Nova Regra de Pesagem em Discussão
Uma Medida Provisória (MP 1.343/2026), que agora tramita no Senado como Projeto de Lei de Conversão (PLV 6/2026), pode alterar significativamente a forma como os caminhões são fiscalizados em relação ao excesso de peso nas rodovias brasileiras. A proposta visa simplificar a fiscalização para veículos com Peso Bruto Total (PBT) de até 74 toneladas, focando a pesagem por eixo em composições mais pesadas.

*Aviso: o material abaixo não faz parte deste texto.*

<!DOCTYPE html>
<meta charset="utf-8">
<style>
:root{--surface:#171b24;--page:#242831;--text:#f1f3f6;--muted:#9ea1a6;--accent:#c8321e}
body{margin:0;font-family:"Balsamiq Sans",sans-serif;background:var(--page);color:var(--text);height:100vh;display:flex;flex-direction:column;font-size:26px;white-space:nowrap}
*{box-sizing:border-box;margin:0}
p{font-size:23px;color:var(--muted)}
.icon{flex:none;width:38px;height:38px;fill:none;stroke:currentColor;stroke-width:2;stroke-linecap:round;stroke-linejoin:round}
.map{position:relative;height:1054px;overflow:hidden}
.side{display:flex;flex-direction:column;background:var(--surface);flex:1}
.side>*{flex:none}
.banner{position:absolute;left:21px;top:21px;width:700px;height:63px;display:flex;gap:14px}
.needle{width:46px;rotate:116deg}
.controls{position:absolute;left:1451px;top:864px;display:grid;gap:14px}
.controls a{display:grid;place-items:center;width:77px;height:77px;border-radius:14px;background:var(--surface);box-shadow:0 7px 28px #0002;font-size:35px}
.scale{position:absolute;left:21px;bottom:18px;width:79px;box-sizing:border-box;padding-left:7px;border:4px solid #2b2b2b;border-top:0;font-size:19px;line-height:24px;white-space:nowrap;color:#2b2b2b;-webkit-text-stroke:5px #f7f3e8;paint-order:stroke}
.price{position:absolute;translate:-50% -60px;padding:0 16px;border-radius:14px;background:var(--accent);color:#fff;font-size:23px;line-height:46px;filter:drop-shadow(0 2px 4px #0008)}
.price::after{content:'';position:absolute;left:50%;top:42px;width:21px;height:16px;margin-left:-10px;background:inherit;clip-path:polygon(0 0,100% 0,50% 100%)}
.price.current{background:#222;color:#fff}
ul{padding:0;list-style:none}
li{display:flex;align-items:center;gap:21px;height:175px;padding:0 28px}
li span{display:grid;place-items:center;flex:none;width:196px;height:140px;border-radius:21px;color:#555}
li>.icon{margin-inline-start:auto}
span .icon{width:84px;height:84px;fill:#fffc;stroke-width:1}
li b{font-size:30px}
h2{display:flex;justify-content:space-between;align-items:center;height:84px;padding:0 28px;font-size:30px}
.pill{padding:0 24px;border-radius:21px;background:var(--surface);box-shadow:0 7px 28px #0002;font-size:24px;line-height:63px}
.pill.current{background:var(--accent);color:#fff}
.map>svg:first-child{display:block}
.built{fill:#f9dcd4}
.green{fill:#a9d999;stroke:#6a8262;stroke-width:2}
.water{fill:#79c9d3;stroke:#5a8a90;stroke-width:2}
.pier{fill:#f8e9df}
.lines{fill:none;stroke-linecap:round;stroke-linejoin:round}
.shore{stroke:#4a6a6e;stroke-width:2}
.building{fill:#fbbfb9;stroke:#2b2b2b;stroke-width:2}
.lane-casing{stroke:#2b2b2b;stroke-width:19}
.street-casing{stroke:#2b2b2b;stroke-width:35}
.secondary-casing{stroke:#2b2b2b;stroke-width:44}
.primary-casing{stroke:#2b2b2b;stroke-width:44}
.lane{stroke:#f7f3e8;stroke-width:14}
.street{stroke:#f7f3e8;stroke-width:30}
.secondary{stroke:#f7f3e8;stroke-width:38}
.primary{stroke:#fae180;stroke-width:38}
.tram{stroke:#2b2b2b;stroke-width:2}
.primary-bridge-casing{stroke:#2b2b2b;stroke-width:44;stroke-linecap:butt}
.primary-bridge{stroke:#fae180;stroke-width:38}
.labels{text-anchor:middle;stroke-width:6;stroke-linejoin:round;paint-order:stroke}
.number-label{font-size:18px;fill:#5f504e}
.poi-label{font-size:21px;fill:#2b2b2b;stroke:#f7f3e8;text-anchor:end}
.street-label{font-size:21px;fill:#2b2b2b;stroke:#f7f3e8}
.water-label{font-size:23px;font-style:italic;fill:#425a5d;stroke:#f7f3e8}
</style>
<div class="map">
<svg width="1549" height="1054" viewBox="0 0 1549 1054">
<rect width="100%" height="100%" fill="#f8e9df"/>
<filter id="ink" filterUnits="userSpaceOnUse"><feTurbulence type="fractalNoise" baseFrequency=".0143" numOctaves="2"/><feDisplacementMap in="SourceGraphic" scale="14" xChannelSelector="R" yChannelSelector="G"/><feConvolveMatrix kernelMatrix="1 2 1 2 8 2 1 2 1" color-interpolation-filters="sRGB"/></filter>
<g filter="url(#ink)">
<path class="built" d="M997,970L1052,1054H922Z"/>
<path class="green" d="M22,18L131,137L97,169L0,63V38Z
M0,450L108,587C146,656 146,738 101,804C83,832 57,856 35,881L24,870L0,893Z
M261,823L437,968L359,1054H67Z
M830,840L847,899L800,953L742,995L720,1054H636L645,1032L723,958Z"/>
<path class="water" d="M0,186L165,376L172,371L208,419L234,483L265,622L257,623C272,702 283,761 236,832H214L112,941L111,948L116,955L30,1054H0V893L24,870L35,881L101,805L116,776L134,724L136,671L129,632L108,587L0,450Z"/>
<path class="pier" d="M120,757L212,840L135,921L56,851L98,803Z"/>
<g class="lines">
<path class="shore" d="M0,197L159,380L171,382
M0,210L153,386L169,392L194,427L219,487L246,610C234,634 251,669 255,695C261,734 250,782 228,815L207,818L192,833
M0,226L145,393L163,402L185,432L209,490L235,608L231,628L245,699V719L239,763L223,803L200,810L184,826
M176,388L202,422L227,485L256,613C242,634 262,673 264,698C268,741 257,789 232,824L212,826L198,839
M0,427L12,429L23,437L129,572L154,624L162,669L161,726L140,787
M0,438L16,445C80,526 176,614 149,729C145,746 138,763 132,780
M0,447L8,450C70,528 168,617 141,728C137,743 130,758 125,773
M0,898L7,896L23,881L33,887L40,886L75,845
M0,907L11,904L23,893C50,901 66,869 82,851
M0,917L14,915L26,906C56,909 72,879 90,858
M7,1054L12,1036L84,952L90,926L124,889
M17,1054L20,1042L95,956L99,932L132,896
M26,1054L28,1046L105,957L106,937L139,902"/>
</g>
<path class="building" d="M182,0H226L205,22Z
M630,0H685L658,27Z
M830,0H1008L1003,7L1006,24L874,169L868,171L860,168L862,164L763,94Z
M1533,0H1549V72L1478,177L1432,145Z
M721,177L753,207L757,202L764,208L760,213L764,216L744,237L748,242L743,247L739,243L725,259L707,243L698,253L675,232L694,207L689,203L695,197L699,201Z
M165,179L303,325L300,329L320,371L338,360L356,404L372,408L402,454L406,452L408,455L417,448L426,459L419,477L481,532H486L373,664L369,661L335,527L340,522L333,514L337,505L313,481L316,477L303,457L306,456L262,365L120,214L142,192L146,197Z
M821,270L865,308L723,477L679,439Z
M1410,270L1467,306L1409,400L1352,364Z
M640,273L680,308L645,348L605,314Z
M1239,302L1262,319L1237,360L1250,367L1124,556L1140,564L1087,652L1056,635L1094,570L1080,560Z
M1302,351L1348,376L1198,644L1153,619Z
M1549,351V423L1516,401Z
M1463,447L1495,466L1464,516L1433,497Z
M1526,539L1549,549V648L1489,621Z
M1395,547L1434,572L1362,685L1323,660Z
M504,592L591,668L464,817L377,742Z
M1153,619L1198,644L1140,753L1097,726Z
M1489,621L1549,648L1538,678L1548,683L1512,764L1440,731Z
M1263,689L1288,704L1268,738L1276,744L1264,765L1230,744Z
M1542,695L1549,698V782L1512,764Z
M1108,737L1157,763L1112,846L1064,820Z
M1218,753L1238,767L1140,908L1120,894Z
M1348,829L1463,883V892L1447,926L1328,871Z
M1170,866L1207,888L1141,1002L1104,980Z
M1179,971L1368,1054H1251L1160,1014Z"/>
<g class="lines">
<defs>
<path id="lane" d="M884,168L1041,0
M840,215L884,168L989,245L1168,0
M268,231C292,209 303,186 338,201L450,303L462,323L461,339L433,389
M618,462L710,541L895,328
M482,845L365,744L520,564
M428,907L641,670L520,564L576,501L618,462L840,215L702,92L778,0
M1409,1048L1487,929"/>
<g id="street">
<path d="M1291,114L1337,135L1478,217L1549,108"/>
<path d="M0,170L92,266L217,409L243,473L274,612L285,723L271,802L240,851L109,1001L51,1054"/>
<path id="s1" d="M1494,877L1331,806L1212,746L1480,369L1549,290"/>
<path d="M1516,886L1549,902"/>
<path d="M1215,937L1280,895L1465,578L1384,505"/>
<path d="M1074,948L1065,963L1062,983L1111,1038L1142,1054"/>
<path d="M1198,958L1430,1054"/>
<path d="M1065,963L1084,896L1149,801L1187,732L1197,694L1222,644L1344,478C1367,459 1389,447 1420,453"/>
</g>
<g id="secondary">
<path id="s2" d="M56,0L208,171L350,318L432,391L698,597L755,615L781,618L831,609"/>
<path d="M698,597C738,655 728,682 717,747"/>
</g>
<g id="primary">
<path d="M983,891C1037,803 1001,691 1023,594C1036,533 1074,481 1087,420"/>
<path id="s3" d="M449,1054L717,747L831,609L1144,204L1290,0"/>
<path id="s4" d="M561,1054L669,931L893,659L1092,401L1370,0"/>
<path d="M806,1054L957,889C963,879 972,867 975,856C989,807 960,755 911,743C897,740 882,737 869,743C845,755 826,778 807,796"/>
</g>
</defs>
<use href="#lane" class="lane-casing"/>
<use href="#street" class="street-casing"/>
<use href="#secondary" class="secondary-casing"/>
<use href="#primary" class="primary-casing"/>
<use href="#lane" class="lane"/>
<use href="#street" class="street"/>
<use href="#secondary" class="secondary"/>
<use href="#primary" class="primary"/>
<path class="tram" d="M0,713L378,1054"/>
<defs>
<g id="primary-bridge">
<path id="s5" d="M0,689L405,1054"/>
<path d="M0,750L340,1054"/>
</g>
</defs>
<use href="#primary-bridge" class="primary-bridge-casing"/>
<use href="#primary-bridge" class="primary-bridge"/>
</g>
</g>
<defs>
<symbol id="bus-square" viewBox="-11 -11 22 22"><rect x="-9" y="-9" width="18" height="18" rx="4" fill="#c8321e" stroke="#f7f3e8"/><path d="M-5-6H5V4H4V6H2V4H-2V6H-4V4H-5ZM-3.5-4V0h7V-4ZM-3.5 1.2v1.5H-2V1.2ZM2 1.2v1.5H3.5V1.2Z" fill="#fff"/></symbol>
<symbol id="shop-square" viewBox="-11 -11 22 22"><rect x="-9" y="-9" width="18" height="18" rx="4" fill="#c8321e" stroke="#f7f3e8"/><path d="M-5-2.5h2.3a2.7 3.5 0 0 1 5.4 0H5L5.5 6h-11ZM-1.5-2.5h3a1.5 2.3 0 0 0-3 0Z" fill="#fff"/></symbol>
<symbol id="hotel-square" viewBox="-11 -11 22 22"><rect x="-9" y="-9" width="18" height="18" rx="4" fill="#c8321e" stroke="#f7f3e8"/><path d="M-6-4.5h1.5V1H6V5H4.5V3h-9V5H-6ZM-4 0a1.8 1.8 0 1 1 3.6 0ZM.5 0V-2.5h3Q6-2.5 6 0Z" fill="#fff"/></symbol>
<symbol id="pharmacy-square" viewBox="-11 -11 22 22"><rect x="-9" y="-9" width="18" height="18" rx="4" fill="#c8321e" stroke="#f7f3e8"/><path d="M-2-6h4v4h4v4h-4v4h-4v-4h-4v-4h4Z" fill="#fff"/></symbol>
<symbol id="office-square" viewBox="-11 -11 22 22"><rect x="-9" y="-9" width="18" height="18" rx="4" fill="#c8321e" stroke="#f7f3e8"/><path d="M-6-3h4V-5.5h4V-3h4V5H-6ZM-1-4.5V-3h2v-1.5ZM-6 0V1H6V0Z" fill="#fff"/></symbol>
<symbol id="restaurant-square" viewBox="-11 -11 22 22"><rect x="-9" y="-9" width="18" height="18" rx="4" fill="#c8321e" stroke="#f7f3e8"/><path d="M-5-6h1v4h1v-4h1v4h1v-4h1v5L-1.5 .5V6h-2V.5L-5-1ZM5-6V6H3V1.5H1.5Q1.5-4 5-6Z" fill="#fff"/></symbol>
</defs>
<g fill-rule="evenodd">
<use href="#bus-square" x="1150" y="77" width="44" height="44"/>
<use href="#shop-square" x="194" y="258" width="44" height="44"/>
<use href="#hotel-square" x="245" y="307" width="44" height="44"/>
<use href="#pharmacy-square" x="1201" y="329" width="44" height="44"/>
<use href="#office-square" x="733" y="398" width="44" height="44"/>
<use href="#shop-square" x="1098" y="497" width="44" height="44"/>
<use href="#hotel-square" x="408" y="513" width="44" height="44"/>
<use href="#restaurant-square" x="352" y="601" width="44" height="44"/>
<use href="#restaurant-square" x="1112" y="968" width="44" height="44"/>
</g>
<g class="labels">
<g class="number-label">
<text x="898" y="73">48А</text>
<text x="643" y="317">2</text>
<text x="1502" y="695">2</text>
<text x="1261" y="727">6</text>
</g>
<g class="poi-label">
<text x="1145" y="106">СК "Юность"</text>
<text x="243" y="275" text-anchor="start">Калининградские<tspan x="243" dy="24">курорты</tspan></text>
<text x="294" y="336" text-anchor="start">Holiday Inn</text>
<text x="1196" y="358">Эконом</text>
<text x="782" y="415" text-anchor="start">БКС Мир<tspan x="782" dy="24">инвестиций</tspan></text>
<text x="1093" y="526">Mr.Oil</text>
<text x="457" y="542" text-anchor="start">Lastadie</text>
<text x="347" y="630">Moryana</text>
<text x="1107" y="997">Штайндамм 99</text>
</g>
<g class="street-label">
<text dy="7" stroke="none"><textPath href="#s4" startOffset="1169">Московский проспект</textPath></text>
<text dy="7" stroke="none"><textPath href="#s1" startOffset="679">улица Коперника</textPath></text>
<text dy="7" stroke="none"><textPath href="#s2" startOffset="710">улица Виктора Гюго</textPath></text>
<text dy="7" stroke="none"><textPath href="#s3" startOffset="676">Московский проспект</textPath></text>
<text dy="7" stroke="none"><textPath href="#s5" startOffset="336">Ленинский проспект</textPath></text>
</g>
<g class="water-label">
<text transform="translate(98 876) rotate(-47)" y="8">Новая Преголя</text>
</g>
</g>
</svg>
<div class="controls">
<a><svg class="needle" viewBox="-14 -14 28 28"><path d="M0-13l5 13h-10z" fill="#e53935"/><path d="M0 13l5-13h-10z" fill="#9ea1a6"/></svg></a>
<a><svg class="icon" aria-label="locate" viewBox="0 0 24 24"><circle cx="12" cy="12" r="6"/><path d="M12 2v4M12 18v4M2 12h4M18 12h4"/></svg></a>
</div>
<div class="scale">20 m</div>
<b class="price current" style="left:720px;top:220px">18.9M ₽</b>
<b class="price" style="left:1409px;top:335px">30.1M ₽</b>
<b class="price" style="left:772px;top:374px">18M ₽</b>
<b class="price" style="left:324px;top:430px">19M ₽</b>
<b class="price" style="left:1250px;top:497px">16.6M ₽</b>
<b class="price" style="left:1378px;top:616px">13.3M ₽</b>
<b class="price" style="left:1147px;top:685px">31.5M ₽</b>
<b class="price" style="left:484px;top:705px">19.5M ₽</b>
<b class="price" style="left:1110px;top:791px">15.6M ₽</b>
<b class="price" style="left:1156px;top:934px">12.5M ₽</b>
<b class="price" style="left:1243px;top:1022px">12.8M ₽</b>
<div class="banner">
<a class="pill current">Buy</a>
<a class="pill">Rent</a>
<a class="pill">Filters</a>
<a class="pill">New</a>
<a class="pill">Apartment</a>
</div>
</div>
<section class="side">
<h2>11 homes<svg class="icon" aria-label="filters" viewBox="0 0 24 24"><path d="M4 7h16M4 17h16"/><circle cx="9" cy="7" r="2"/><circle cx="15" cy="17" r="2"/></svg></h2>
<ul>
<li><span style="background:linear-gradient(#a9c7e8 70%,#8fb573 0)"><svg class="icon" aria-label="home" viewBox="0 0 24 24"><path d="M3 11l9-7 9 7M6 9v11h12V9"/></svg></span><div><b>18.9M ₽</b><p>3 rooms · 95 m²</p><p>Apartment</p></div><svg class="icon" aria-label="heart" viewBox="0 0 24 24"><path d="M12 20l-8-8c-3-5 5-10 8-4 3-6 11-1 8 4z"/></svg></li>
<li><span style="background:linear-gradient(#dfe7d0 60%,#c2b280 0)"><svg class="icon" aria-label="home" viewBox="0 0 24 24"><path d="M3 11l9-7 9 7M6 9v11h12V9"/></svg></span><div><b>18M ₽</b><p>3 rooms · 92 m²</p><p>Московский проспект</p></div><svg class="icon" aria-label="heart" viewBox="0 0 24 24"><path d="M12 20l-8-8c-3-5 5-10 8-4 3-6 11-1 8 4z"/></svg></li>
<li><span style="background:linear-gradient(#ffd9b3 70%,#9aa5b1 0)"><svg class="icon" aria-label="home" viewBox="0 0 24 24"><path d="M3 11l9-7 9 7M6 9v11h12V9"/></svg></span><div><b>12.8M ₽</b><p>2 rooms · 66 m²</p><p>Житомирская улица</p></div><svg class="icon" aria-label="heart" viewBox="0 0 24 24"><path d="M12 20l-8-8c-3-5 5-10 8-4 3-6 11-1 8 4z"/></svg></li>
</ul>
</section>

Como Funciona Atualmente e a Proposta da MP
Atualmente, caminhões com até 50 toneladas são fiscalizados pelo PBT, e a pesagem por eixo só é realizada em caso de excesso de PBT. Para veículos acima desse limite, a pesagem por eixo é obrigatória. A MP 1.343/2026 propõe que veículos com PBT de até 74 toneladas sejam fiscalizados apenas quanto aos limites de peso bruto total ou peso bruto total combinado. A pesagem por eixo, segundo a proposta, seria exigida apenas para composições como bitrens e rodotrens que excederem as 74 toneladas. Contudo, a regra de fiscalização por eixo em caso de ultrapassagem do PBT continuaria válida para todos os veículos.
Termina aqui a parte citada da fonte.